▶ **Work request**:
Please give the number of lines in the material below that contain "Start", and provide nothing besides that number.

▶ **Supplied information**:

- - -

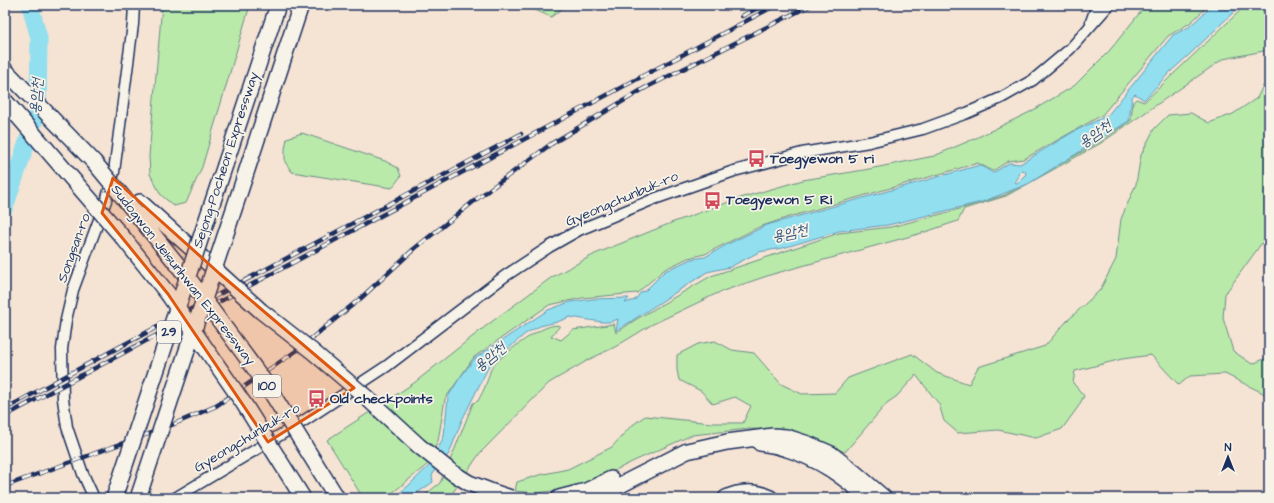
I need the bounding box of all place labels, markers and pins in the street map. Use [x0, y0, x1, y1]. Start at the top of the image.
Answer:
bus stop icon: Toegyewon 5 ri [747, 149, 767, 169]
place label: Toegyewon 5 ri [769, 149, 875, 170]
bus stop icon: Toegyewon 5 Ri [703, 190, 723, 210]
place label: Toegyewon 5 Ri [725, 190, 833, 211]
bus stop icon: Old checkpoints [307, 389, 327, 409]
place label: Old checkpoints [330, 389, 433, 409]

- - -

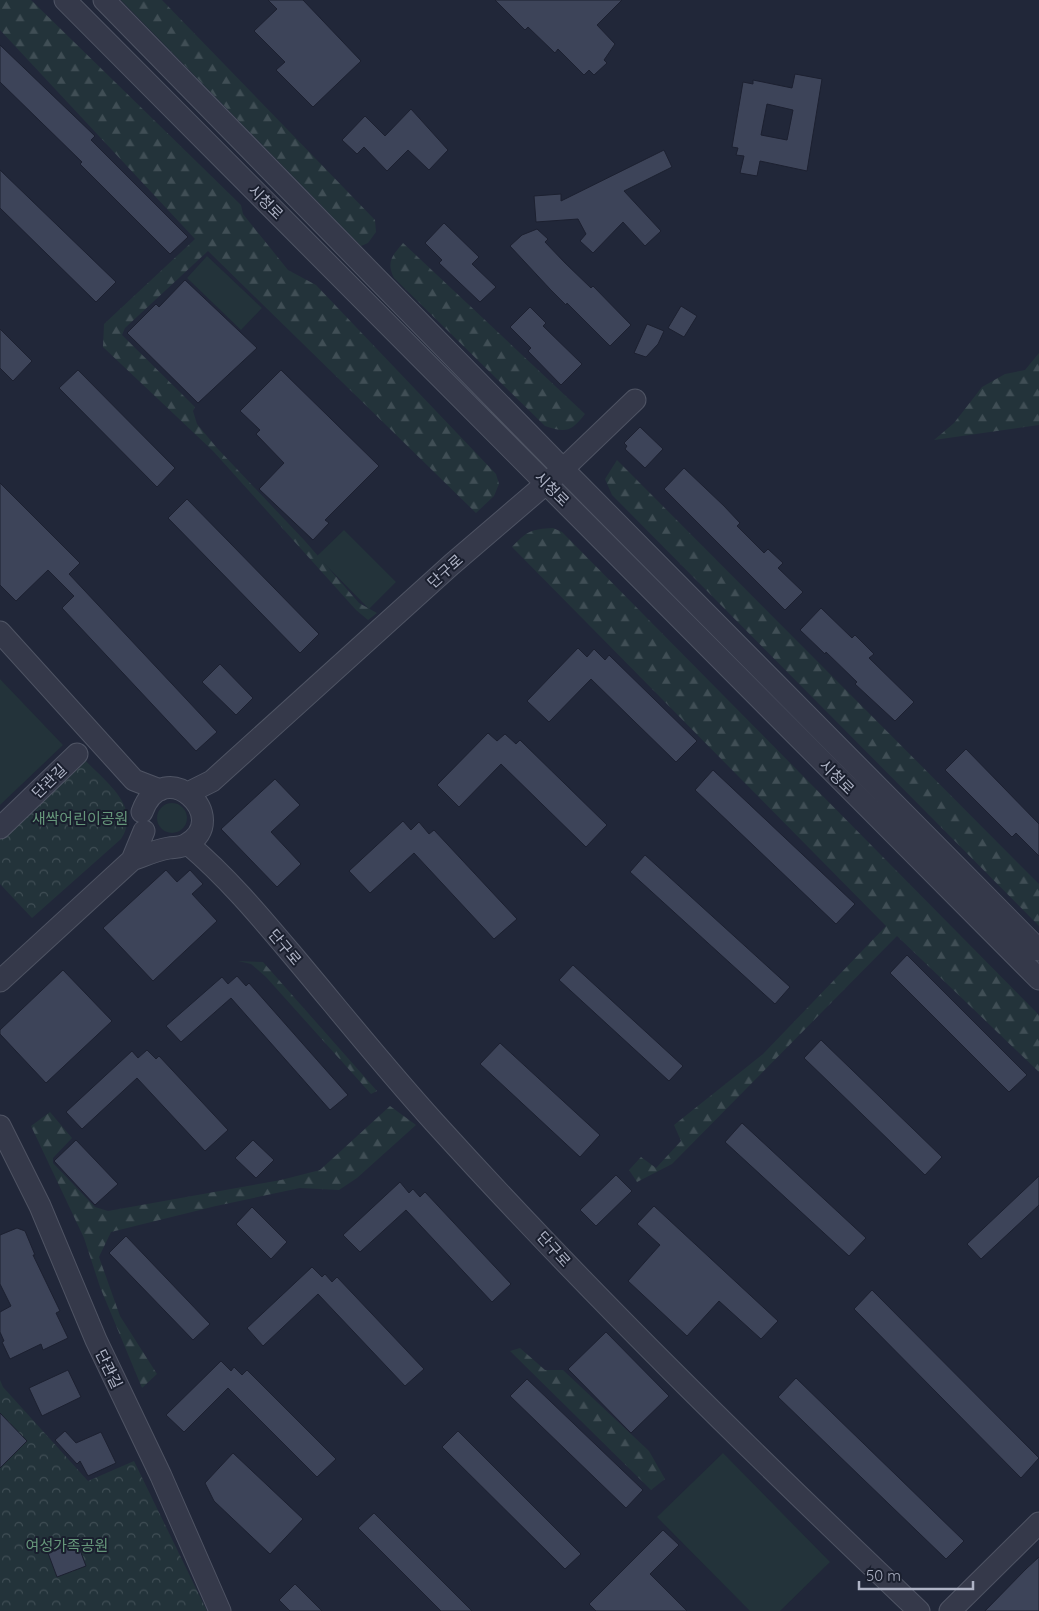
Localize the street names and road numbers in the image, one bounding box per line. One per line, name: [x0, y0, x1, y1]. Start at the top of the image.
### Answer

- - -

▶ **Exercise result**:
2